Il était également en poste le 12 mars 2017, lorsque deux experts de l’ONU, Zaida Catalan et Michael Sharp, ont été assassinés dans des circonstances floues et très suspectes. Loin d’avoir fait profil bas depuis, il fut également à la manœuvre lors de la répression meurtrière des marches pacifistes de janvier 2018 à Kinshasa. Les forces de sécurité y firent usage de tirs à balles réelles, tuant au moins huit personnes et en blessant des dizaines d’autres.

Fidèle parmi les fidèles du président Kabila, ce « dauphin » nageant dans les eaux troubles du pouvoir depuis si longtemps, ne doit pas pouvoir espérer gagner une quelconque tranquillité grâce à l’élection qui se profile. Ainsi, il nous est inconcevable qu’il puisse accéder au plus haut poste de l’État sans avoir répondu de ses actes, ou qu’il puisse être blanchi par l’Union européenne à travers une levée de ses sanctions. Leur reconduction doit être décidée au plus tard le 10 décembre prochain, soit moins de deux semaines avant le scrutin.

Quatorze autres personnalités dans le collimateur européen

Emmanuel Ramazani Shadary, en 2018, lorsqu'il était ministre de l'Intérieur et de la Sécurité. © Ministère congolais de l’Intérieur et de la Sécurité.

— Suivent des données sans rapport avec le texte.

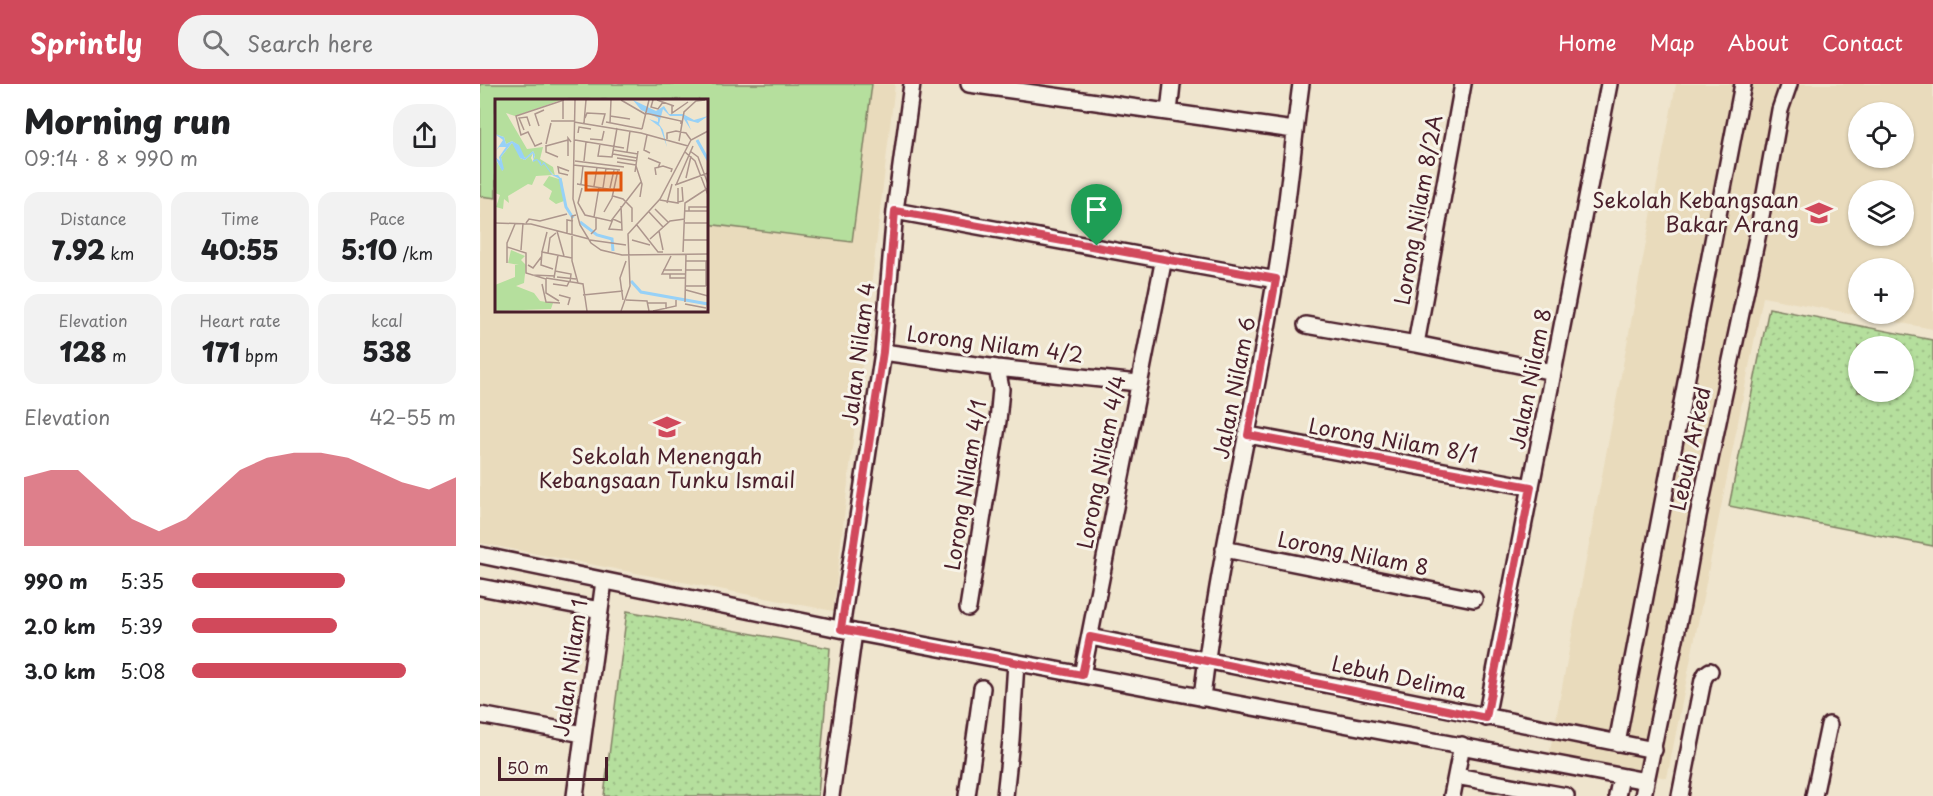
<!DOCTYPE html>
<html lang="en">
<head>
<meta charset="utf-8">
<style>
  body { margin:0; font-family:"Playpen Sans",sans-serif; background:#f2f2f2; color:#202124; height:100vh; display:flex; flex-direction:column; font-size:22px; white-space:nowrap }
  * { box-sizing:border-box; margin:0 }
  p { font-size:20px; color:#757577 }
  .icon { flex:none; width:33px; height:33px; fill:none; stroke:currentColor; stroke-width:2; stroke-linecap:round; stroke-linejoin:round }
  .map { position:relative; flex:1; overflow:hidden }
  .drawer { display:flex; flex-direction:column; background:#fff; width:480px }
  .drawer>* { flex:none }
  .controls { position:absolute; left:1368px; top:18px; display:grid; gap:12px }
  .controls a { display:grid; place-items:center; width:66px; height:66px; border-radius:50%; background:#fff; box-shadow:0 2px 4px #0004; font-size:30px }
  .scale { position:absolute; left:18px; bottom:15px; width:110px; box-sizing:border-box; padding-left:6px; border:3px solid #4a1f2b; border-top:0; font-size:16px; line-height:21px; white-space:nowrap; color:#4a1f2b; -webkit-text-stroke:4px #f7f3e8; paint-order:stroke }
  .pin { position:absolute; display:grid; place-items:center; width:51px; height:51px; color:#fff; margin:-62px -26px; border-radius:50% 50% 50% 0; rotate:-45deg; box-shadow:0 0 6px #0007 }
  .pin .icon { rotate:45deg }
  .round { display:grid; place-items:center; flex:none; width:63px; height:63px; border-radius:24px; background:#f2f2f2 }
  .summary { display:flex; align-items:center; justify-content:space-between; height:102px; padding:0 24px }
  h1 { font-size:33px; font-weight:800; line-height:45px }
  .metrics { display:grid; grid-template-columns:repeat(3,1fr); gap:9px; height:102px; padding:6px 24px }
  .metrics div { display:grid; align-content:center; border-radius:15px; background:#f2f2f2; text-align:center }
  .metrics b { font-size:26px; font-weight:800 }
  .metrics small { font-size:16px; font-weight:400 }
  .metrics p { font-size:16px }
  .chart { height:168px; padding:12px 24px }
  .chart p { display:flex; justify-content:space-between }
  .chart svg { width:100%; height:108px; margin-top:6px; fill:#d1495b; opacity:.7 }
  ul { padding:0 24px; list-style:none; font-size:20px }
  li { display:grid; grid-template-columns:96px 72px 1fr; align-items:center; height:45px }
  li i { height:15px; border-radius:8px; background:#d1495b }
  header { display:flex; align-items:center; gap:36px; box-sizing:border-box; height:84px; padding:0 30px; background:#d1495b; color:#fff }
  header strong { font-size:28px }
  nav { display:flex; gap:33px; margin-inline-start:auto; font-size:21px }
  .search { width:420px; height:54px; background:#f2f2f2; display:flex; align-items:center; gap:15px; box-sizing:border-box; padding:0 21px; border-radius:24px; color:#757577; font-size:22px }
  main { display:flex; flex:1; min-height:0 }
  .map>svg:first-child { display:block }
  .built { fill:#e9dbbc; fill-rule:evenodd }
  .green { fill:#b5df9d; stroke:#807f64; stroke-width:1.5 }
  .park { fill:url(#park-dots); stroke:#807f64; stroke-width:1.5; fill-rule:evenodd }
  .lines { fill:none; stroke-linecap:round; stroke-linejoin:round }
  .street-casing { stroke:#4a1f2b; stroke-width:20 }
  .street { stroke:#f7f3e8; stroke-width:15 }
  .route-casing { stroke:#fff; stroke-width:12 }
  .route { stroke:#d1495b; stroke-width:8 }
  .labels { text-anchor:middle; stroke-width:6; stroke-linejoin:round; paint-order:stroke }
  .poi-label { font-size:21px; fill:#4a1f2b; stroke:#f7f3e8; text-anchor:end }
  .street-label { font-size:21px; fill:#4a1f2b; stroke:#f7f3e8 }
  .inset-river { fill:none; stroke:#97d1f7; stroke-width:3 }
  .inset-road { fill:none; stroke:#ad968d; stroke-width:1.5 }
  .view { fill:#e0560e; fill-opacity:0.15; stroke:#e0560e; stroke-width:3 }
  .inset-edge { fill:none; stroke:#4a1f2b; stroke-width:3 }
</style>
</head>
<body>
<header>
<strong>Sprintly</strong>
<div class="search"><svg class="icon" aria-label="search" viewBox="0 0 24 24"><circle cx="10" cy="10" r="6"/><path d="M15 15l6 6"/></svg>Search here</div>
<nav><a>Home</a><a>Map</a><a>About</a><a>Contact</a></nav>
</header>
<main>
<section class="drawer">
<div class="summary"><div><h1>Morning run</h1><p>09:14 · 8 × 990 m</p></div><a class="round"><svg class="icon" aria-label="share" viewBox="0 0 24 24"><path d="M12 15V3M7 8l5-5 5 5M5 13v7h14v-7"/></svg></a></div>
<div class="metrics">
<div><p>Distance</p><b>7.92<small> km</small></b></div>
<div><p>Time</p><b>40:55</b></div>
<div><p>Pace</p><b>5:10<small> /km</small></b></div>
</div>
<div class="metrics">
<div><p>Elevation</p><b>128<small> m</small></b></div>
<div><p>Heart rate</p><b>171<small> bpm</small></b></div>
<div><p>kcal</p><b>538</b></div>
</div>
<div class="chart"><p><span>Elevation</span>42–55 m</p>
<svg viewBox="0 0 160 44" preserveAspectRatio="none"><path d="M0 44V16L10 13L20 13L30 23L40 33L50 38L60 33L70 23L80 13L90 8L100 6L110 6L120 8L130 13L140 18L150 21L160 16V44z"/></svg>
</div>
<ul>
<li><b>990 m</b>5:35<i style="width:58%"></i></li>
<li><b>2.0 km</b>5:39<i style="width:55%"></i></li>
<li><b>3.0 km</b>5:08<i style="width:81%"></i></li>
</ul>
</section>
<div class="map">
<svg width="1453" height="712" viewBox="0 0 1453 712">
  <defs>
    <pattern id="park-dots" width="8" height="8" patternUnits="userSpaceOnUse" patternTransform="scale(1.5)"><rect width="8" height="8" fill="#b5df9d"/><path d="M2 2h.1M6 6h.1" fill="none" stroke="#9dbf87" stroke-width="1.8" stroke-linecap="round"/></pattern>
  </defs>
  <rect width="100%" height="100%" fill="#efe5ce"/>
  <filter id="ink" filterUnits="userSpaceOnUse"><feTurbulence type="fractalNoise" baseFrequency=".0167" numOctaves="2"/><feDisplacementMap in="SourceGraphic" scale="12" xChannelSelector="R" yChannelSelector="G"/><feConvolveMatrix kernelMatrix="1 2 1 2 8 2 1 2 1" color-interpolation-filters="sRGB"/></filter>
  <g filter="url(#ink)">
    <!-- built -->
    <path class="built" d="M0 0H415L353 527 0 459ZM16 16H226V226H16Z
      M1196 0H1453V245L1283 213 1187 694 1069 672ZM1378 28H1424V74H1378ZM1378 106H1424V152H1378ZM1378 184H1424V230H1378Z"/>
    <!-- green -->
    <path class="green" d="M0 0H392L372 158 227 140 226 16H16V114L0 112Z"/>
    <!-- park -->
    <path class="park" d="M1289 224 1453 256V462L1249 422ZM1378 262H1424V308H1378Z
      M147 527 350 564 338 712H124Z"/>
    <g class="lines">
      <defs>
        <path id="street" d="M489 0 814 46
          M689 28 692 0
          M415 127 796 196
          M826 241 936 260 1073 288
          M936 260 983 0
          M403 268 517 284 658 299
          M768 351 1051 403
          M744 465 994 515
          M0 471 374 548 1166 697
          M0 503 120 526
          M488 524 518 337 521 305 517 284
          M361 545 403 268 415 127 432 0
          M610 553 1174 666
          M602 591 684 174
          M722 614C738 474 772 337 795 198 807 133 812 66 821 0
          M0 631 103 650
          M1006 634 1129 0
          M1137 659 1263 0
          M976 692 1086 712
          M95 712 124 497
          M351 712 374 548
          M487 712 502 604
          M525 712 531 656 536 579
          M972 712 982 661
          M1137 712 1141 693
          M1163 712 1202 521 1218 432 1278 149 1300 26 1309 0
          M1200 712 1223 596 1226 590 1230 587
          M1334 712 1349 641"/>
      </defs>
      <!-- street casing -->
      <use href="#street" class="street-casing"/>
      <!-- street -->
      <use href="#street" class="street"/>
    </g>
  </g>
  <g class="lines" filter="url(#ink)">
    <defs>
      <path id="route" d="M415 127 796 195 768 351 1051 403 1006 634 610 553 602 591 361 545 403 268Z"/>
    </defs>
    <!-- route casing -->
    <use href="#route" class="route-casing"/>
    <!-- route -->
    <use href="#route" class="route"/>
  </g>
  <!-- icons -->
  <defs>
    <symbol id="school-bare" viewBox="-9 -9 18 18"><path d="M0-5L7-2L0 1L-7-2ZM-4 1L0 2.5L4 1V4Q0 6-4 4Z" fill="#d1495b" stroke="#f7f3e8" stroke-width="2.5" paint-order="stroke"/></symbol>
  </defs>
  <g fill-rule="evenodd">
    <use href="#school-bare" x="1320" y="110" width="38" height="38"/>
    <use href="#school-bare" x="168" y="324" width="38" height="38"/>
  </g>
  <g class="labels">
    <!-- poi labels -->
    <g class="poi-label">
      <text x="1319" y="124">Sekolah Kebangsaan<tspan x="1319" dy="24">Bakar Arang</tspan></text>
      <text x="187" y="380" text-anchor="middle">Sekolah Menengah<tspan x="187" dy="24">Kebangsaan Tunku Ismail</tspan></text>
    </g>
    <!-- street labels -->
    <g class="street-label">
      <text transform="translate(939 126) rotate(-80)" y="7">Lorong Nilam 8/2A</text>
      <text transform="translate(515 261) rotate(7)" y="7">Lorong Nilam 4/2</text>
      <text transform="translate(379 270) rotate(-83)" y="7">Jalan Nilam 4</text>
      <text transform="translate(1051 295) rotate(-79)" y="7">Jalan Nilam 8</text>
      <text transform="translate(755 304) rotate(-79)" y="7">Jalan Nilam 6</text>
      <text transform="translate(913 357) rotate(10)" y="7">Lorong Nilam 8/1</text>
      <text transform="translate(1211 365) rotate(-78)" y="7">Lebuh Arked</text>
      <text transform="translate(622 378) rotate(-79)" y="7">Lorong Nilam 4/4</text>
      <text transform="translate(486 401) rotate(-81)" y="7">Lorong Nilam 4/1</text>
      <text transform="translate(873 470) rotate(11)" y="7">Lorong Nilam 8</text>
      <text transform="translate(91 584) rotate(-82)" y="7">Jalan Nilam 1</text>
      <text transform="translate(919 594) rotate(12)" y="7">Lebuh Delima</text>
    </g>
  </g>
  <!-- overview -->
  <g transform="translate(15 15)">
    <rect width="213" height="213" fill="#efe5ce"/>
    <path d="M54 77 67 81 69 102 61 105 54 100 57 92 48 86ZM16 151 30 157 26 161 31 166 29 184 21 187 39 194 45 202 58 204 56 210 0 212V186L20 178V166H24L13 164Z" fill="#b5df9d"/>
    <path d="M0 1H66L20 17 11 14 32 50 48 48 45 60 58 68 60 77 55 72 57 76 41 77 37 86 33 85 13 97 14 104 9 100 8 110 1 108 5 96 0 94V60L8 72 6 58 17 44 23 49 25 59 30 61 38 54 36 59 38 63 40 56 38 52 31 59 26 57 23 46 17 42 11 45 9 38 0 35Z" fill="#b5df9d"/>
    <path d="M138 1 161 12 169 7 174 15H188L199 21 213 17 203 24 192 21 196 31 187 17H175L168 10 164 25 168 31 172 48 165 28 154 20 163 23V19L146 11ZM0 35 9 38 11 45 17 42 24 46 30 59 38 52 40 56 38 61 42 60 46 63V66L49 63 58 76H63L67 81 57 76 49 65 46 67 42 61 38 63V54L30 61 25 59 17 44 6 58 9 70 7 72 0 58 5 62 4 58 11 48H4L0 53 8 41Z" fill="#97d1f7"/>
    <path class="inset-river" d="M202 41 213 61M65 79 71 108 78 119M85 123 102 136 117 140 118 152M136 182 146 193 213 205"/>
    <path class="inset-road" d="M68 1V20M80 1 78 100 85 126 96 144 106 151 127 156 213 155M126 1 150 15M158 1 156 8 163 10 168 3M162 1 179 7M177 7V14L193 3M150 14 186 22V25M115 17 135 20M90 19 92 14 110 15 107 26M56 22H79M79 23 146 34 193 47M111 23 147 30M89 24 91 1M115 24 116 1M44 27 40 15 49 11M147 30 154 1M29 31 24 19 32 18 35 27M83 34 84 28 96 30M152 36 149 51 155 54M95 40 107 41 109 32M172 40V34L181 32 191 34 196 41M80 41 129 49M184 42 189 13 201 2 210 1M47 44 40 47 33 33 26 36 21 17 69 1M51 45 56 24M105 45 103 57 117 58 122 29M51 46V53L63 58M51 47 73 41M118 51 143 55M195 52 203 58 213 85M132 53 135 32M190 53 200 62 213 96M118 55 142 59M73 57V39L76 43M122 59 142 62M153 59 165 64 163 69M80 62 129 68M89 62 91 43M122 63 141 66M78 66 125 71M141 67 147 85 145 98M140 73 143 52M73 76 64 74 63 68 74 72M161 76 160 69 168 67 177 70 176 73M191 79 196 57M86 85 88 67M180 86 213 74M181 86 198 47M94 87 82 85 119 91M99 87 102 68M87 89 83 104 90 116 116 122 146 83M108 89 111 69M115 89 119 71M118 97 128 100 137 109V123M165 101 183 104V89M183 103 188 102 187 88M172 104 177 85M126 107 127 131 114 130 118 120 127 124M160 110 173 123M190 112H213M194 112V108H213M109 113 117 99 123 71M154 113 168 128M81 116 77 117V162L83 184 88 185 92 212M99 118 104 88M0 124 36 125 94 140M31 124 34 120 45 122 72 115M190 124H213M141 125 163 153H168M62 132 69 157M164 132 168 151M72 134V121L78 122M96 135 101 130V119M155 140 175 122 190 120M95 141 131 146M137 141 155 146M189 141H213M12 148 31 154V174L51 180V194L64 202M26 151 28 124M47 153 52 133M188 153 190 104 213 89M53 154 55 139 61 134M176 157 167 175H190M191 162H212M211 162V187M12 164V144L20 125M33 166 38 169 47 157M58 170 46 166 47 153 77 159M168 171H187M191 171H211M60 172 76 175 75 183M175 175V179H190M37 176 60 177M62 178 81 180M51 179 83 184M59 179 63 156M47 185 51 203 65 204M58 185 72 187 74 183M191 187H211M191 191 213 197M64 196 75 199 73 206M88 196 128 192M128 201 125 179 131 162M131 201 152 202 154 212M190 203 191 155M153 204H171V210M190 205 211 209M126 212 135 187 133 135 165 100 196 41 213 32M158 212 181 207V201"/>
    <path class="view" d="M91 74H126V91H91Z"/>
    <rect width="213" height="213" class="inset-edge"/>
  </g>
</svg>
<div class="controls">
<a><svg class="icon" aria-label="locate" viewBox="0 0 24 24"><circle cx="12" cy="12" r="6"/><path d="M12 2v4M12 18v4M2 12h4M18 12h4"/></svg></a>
<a><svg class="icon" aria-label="layers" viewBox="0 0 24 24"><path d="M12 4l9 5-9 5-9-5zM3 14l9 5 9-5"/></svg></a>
<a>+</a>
<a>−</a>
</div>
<div class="scale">50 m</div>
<div class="pin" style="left:617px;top:162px;background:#1e9e55"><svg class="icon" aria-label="arrive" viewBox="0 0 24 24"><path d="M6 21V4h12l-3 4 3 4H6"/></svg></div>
</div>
</main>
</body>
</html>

Emmanuel Ramazani Shadary, en 2018, lorsqu'il était ministre de l'Intérieur et de la Sécurité. © Ministère congolais de l’Intérieur et de la Sécurité.

Et il n’est pas le seul dans ce cas. Parmi la quinzaine de fidèles du régime visés figure l’intransigeant ministre de la Communication et des Médias, Lambert Mende, connu pour ses messages de haine et les restrictions qu’il impose aux médias et journalistes indépendants.

Ou encore John Numbi Banze, Inspecteur général des Forces armées congolaises (FARDC). Très actif au Katanga durant la répression des manifestations anti-Kabila, nous le soupçonnons d’être impliqué dans la mort de notre ami et confrère, le défenseur des droits humains Floribert Chebeya.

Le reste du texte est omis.